S&P’s ‘flash’ purchasing managers’ index (PMI) came in at 51.7 this month, down from 52.6 in September and below expectations.
While the PMI remained above the 50 no-change mark, it was the slowest rate of expansion since November last year and equates to just a 0.1 per cent quarterly increase in GDP.
“Business activity growth has slumped to its lowest for nearly a year in October as gloomy government rhetoric and uncertainty ahead of the Budget has dampened business confidence and spending,” Chris Williamson, chief business economist at S&P Global Market Intelligence said.
Chancellor Rachel Reeves is reportedly looking to raise £40bn in the Budget, weighted heavily towards tax rises.
The Chancellor is likely to force employers to pay national insurance on pension contributions and may hike capital gains tax too. Other measures, such as closing inheritance tax loopholes and extending the freeze on income tax thresholds, are also under consideration.

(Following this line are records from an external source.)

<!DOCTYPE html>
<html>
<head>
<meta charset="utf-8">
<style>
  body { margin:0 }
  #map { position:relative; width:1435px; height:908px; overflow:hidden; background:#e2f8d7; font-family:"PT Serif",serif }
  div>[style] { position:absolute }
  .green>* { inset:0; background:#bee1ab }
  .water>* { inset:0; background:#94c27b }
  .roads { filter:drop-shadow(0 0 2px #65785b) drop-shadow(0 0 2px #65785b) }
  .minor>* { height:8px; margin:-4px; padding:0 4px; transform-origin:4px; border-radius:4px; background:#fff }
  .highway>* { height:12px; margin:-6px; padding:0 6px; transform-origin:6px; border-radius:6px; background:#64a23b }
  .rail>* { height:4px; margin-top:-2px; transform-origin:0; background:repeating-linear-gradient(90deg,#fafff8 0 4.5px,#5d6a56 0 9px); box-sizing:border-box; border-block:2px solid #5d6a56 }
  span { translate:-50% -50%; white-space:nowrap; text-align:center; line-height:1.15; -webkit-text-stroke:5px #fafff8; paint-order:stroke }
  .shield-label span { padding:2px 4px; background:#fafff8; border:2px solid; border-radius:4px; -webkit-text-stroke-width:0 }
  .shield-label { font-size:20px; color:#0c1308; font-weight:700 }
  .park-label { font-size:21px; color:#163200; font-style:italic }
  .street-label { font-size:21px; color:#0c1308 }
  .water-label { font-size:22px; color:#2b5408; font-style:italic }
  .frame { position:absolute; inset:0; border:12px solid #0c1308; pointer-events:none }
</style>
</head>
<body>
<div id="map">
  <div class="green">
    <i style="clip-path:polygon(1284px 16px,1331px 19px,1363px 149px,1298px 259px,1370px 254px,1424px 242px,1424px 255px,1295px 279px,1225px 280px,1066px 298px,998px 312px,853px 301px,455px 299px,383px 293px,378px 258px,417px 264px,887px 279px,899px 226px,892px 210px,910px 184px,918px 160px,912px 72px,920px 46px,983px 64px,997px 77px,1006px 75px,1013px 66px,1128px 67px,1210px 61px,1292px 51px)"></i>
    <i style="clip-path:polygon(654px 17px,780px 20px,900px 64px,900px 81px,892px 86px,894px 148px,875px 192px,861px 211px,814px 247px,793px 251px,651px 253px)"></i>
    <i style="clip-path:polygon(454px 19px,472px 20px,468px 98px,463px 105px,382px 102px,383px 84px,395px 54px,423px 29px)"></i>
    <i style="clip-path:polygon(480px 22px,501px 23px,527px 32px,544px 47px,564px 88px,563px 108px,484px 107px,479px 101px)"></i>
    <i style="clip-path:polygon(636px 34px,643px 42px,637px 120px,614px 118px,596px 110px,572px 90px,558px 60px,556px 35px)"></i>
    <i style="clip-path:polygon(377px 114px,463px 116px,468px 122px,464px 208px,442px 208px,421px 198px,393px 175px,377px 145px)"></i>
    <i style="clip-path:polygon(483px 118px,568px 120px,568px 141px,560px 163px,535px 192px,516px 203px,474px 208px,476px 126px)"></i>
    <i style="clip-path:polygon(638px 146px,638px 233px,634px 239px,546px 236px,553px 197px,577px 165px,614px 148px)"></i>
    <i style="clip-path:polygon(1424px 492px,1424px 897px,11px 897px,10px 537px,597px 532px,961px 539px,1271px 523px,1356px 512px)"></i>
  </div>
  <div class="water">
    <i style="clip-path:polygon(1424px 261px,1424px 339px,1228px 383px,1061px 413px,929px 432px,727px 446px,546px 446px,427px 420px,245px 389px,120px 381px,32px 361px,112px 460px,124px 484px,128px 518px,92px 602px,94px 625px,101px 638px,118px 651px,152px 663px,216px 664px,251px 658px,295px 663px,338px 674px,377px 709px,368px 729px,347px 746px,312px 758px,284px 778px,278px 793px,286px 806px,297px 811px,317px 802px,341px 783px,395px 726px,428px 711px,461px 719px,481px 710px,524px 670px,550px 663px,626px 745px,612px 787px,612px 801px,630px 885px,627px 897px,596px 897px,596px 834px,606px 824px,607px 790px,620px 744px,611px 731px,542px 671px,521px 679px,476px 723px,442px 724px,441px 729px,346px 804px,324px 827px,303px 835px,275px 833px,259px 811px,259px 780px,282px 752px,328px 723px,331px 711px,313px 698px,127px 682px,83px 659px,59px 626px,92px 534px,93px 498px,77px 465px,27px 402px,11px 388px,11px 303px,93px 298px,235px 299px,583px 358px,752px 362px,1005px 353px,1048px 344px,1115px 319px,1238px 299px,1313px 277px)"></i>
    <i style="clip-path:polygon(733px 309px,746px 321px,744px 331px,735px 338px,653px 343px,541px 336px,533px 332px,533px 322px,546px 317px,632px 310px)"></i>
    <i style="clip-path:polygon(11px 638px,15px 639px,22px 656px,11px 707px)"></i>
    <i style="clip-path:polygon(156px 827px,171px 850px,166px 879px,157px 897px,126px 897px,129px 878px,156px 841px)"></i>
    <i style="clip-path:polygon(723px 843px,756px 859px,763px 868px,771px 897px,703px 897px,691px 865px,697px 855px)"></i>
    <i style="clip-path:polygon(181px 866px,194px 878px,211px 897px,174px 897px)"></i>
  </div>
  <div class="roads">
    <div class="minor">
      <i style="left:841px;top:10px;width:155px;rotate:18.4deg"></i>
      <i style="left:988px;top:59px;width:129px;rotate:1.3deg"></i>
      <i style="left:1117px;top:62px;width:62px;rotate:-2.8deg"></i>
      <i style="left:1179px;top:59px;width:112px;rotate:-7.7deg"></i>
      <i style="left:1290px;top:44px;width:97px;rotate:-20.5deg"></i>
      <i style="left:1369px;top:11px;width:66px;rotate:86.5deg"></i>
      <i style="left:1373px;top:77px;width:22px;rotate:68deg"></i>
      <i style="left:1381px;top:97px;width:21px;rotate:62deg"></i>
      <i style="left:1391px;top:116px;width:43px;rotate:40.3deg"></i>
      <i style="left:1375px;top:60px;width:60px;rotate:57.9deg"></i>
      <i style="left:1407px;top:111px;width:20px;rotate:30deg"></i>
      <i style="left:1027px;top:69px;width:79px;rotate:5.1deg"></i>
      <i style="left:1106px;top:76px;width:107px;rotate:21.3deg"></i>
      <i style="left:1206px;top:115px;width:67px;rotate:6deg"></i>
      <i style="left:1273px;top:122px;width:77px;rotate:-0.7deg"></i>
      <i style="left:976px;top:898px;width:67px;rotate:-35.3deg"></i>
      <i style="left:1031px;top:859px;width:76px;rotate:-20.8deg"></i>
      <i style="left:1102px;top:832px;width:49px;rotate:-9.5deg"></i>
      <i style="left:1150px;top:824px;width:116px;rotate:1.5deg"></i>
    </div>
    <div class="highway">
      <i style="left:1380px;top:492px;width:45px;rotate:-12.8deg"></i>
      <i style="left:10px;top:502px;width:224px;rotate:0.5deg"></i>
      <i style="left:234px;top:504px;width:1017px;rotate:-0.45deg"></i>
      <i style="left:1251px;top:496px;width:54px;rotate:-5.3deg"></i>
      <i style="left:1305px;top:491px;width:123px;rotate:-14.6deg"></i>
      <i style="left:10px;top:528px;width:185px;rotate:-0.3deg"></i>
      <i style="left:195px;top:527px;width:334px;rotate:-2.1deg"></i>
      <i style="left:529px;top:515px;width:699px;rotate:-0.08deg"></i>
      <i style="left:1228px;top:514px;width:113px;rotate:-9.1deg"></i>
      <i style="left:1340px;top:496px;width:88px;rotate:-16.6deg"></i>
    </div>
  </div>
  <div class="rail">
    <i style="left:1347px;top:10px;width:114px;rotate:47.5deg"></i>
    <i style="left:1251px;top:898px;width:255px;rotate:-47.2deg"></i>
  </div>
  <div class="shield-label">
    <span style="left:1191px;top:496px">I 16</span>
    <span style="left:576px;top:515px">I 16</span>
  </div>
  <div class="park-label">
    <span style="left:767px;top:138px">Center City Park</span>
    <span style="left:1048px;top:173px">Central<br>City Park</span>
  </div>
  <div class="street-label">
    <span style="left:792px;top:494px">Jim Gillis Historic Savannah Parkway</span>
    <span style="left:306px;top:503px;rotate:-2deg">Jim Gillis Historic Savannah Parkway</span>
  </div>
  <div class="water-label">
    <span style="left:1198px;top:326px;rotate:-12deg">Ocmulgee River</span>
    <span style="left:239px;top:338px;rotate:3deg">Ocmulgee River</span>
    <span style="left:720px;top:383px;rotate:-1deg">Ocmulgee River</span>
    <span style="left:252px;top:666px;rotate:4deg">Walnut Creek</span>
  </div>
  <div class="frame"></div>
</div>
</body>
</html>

Survey respondents noted that Budget uncertainty had “delayed decision-making” while companies reduced headcount for the first time this year.
While firms in the service sector saw solid growth in new business intakes, manufacturing firms saw an outright decline.

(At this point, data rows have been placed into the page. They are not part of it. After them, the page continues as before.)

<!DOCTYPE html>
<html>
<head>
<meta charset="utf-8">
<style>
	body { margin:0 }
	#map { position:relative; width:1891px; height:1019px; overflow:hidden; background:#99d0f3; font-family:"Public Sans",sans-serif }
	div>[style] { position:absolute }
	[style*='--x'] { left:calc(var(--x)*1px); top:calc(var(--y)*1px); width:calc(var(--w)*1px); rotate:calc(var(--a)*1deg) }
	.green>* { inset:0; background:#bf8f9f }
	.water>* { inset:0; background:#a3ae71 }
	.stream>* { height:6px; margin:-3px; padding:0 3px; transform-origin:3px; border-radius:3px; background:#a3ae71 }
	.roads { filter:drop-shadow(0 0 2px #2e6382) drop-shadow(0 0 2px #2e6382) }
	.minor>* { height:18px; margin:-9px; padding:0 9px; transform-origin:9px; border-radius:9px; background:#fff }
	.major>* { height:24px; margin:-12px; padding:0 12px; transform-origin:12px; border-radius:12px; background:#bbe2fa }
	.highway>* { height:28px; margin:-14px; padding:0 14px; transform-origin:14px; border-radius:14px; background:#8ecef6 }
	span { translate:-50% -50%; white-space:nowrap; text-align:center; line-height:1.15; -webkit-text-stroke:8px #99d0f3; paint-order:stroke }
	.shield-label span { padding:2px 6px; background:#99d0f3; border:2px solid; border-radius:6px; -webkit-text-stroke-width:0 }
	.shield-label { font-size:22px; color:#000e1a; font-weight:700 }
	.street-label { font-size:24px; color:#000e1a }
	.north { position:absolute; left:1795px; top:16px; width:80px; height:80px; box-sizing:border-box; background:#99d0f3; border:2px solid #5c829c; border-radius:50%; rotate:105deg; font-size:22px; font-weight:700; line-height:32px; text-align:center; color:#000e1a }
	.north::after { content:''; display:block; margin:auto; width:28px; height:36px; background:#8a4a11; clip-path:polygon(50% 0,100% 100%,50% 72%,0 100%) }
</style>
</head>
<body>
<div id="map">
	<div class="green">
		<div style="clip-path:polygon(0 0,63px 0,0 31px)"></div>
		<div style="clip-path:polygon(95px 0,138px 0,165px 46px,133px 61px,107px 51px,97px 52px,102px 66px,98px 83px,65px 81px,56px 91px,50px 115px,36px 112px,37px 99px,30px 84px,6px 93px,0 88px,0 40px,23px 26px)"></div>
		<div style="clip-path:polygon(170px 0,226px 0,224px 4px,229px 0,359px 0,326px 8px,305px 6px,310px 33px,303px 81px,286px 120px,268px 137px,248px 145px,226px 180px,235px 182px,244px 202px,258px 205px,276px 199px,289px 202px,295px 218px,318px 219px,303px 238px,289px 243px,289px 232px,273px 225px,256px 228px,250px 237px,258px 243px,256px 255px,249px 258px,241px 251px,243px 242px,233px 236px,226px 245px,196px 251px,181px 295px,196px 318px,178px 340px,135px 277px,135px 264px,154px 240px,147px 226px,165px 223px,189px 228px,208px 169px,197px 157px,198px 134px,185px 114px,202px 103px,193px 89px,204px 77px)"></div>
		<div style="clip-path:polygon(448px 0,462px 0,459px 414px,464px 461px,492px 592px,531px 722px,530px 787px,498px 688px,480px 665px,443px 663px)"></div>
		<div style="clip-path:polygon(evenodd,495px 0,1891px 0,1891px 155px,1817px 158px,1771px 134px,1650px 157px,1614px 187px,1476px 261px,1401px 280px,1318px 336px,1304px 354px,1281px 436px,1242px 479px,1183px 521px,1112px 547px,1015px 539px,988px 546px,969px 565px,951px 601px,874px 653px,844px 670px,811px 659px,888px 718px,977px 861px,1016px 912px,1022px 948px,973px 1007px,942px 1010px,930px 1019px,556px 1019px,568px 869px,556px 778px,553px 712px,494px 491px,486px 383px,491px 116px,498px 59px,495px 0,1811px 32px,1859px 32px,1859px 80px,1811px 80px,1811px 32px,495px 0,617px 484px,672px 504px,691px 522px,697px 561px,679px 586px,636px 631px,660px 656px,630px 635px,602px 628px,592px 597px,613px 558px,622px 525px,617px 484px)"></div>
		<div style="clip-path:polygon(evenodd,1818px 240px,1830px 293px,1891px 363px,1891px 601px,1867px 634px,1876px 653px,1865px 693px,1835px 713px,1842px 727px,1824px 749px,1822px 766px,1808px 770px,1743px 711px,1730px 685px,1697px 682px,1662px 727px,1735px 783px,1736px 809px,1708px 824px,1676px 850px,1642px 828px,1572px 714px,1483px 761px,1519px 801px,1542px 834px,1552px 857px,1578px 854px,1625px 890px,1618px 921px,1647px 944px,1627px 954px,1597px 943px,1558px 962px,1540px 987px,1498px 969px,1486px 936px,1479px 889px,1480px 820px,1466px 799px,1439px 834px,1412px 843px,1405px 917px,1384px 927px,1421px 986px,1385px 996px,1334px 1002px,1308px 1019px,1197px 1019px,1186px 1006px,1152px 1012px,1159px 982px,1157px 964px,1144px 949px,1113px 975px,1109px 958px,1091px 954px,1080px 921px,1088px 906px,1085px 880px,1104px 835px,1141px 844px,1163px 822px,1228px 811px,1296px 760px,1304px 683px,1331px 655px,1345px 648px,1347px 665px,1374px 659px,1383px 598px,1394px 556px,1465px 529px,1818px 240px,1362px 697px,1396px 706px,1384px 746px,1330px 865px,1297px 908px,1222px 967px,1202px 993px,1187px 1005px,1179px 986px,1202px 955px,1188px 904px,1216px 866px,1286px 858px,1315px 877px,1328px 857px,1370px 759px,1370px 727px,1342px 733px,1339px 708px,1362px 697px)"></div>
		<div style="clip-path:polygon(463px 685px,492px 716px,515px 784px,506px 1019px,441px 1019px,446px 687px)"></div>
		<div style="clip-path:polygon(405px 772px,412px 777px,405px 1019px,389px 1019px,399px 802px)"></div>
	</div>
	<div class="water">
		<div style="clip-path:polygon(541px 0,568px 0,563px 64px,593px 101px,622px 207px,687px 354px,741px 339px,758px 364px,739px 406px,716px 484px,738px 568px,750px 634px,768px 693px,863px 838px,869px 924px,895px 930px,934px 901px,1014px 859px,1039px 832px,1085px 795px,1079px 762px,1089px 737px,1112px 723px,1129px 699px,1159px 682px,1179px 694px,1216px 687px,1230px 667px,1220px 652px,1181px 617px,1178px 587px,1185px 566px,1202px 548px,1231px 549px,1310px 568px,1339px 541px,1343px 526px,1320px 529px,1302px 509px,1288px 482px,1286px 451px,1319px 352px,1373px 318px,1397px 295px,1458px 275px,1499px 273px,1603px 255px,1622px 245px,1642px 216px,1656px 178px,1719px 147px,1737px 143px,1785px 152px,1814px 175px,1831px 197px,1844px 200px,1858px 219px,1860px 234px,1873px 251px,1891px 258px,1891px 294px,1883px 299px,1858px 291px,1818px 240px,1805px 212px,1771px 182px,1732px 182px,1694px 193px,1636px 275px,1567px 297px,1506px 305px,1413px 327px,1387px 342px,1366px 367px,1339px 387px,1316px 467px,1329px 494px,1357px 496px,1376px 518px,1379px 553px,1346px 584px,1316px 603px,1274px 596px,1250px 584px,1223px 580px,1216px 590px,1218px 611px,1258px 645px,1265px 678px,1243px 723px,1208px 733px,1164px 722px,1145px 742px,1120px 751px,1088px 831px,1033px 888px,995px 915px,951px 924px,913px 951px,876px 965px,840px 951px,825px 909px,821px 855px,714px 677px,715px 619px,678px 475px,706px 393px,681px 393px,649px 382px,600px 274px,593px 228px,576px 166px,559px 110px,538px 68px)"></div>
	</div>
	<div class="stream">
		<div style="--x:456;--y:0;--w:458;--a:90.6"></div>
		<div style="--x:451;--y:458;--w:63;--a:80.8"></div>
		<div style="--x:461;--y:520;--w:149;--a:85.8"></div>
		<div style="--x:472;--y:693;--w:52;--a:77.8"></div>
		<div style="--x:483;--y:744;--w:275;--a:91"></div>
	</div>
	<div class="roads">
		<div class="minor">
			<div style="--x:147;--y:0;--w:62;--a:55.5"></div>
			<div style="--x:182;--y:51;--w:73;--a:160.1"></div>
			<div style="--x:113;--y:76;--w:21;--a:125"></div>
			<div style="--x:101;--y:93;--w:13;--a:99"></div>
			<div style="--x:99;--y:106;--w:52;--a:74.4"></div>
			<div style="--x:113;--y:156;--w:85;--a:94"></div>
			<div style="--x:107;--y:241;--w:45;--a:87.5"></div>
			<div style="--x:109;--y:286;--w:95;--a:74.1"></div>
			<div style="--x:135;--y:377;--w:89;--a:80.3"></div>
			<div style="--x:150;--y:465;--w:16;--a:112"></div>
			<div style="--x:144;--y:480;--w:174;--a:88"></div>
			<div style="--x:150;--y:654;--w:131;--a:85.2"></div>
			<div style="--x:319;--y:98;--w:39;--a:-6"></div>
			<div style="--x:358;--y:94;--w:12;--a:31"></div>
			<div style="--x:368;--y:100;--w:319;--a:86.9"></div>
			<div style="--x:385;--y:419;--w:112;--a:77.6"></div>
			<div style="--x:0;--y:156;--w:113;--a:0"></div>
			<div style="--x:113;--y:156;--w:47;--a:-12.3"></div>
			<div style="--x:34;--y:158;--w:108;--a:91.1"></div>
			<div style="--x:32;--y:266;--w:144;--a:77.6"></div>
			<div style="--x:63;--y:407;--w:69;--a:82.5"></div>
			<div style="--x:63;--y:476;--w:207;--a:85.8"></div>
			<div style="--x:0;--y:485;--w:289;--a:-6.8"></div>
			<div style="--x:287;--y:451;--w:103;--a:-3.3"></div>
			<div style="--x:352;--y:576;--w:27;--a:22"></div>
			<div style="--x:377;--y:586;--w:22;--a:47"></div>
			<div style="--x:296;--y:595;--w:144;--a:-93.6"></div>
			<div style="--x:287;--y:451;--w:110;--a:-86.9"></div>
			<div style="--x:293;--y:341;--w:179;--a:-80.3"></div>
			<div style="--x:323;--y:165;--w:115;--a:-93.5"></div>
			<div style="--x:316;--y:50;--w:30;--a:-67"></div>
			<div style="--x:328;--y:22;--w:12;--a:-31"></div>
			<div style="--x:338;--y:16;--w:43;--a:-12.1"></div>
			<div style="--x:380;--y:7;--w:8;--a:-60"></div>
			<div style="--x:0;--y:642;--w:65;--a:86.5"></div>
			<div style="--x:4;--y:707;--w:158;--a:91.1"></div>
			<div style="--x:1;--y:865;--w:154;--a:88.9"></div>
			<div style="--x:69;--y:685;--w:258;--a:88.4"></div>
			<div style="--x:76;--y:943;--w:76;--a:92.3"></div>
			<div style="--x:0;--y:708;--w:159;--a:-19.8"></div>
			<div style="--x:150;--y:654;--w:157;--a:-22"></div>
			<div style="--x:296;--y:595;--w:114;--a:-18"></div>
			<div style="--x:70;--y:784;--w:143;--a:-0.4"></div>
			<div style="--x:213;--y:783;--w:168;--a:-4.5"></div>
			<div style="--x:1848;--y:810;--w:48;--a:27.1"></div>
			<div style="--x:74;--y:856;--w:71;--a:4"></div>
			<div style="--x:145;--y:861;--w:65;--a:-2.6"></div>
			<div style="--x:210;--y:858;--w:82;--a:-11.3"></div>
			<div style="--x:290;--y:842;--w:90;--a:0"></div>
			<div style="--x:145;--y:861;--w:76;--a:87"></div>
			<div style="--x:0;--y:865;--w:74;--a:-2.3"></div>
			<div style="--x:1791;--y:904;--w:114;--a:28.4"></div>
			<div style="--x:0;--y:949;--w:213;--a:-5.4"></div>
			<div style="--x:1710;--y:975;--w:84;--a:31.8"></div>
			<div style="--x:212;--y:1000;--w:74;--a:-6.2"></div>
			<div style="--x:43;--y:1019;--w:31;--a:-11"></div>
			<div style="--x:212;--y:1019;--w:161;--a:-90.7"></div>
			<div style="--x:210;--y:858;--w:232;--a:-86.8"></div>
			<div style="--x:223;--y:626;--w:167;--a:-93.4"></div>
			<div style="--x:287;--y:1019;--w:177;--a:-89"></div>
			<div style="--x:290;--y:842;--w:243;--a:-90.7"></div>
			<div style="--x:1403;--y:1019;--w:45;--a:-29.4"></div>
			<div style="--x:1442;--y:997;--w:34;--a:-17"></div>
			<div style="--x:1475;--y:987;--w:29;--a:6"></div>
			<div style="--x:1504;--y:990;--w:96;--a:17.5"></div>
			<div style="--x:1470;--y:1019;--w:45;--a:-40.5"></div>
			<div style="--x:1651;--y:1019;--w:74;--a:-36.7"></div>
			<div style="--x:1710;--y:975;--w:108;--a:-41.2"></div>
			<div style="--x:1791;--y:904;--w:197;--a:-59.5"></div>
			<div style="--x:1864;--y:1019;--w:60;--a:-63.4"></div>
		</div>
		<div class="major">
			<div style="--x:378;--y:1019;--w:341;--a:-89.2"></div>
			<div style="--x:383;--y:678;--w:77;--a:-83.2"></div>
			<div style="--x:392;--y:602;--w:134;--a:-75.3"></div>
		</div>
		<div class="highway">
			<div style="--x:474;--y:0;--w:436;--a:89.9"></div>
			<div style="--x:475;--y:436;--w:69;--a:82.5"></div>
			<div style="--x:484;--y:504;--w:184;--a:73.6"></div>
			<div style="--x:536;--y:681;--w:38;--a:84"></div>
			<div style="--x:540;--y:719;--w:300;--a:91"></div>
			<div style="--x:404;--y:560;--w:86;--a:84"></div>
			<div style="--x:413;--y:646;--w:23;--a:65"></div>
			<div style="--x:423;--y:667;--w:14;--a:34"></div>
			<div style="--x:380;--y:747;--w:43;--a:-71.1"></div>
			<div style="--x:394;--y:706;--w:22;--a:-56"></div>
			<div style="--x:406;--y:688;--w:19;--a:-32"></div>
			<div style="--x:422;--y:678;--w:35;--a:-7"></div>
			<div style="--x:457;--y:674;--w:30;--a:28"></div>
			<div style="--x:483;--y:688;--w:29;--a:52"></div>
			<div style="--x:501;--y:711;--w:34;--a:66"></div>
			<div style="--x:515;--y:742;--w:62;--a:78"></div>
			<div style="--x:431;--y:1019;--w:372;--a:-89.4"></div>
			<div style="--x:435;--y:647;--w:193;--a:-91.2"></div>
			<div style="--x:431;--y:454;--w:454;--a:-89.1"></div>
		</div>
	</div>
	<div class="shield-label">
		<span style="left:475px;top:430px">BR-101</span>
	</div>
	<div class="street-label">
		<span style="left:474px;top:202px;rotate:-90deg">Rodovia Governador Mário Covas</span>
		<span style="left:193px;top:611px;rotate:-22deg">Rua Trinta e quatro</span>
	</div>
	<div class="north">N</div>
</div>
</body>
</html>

The survey also showed that business confidence fell for the third successive month, taking it down to its lowest level since November 2023. This adds to a growing body of evidence that concerns about the Budget has damaged confidence in the economy.
With the Budget only a week away, Williamson said it would play “a major role in steering the direction of the economy in the months ahead”.
The economy performed surprisingly well in the first half of the year, growing above the trend rate of growth, but it has slowed significantly in recent months.
Elias Hilmer, assistant economist at Capital Economics, said the economy might even be stagnant entering the final quarter of the year.
There was more positive news on inflation, with the cost burden facing firms rising at its slowest pace in 47 months. Where firms reported higher costs, it was largely due to higher salary payments and costs associated with new technologies.
Nevertheless, firms still increased their output prices at an accelerated rate, with prices charged inflation climbing to its highest level since July.
“A further cooling of input cost inflation to the lowest for four years opens the door for the Bank of England to take a more aggressive stance towards lowering interest rates, should the current slowdown become more entrenched,” Williamson said.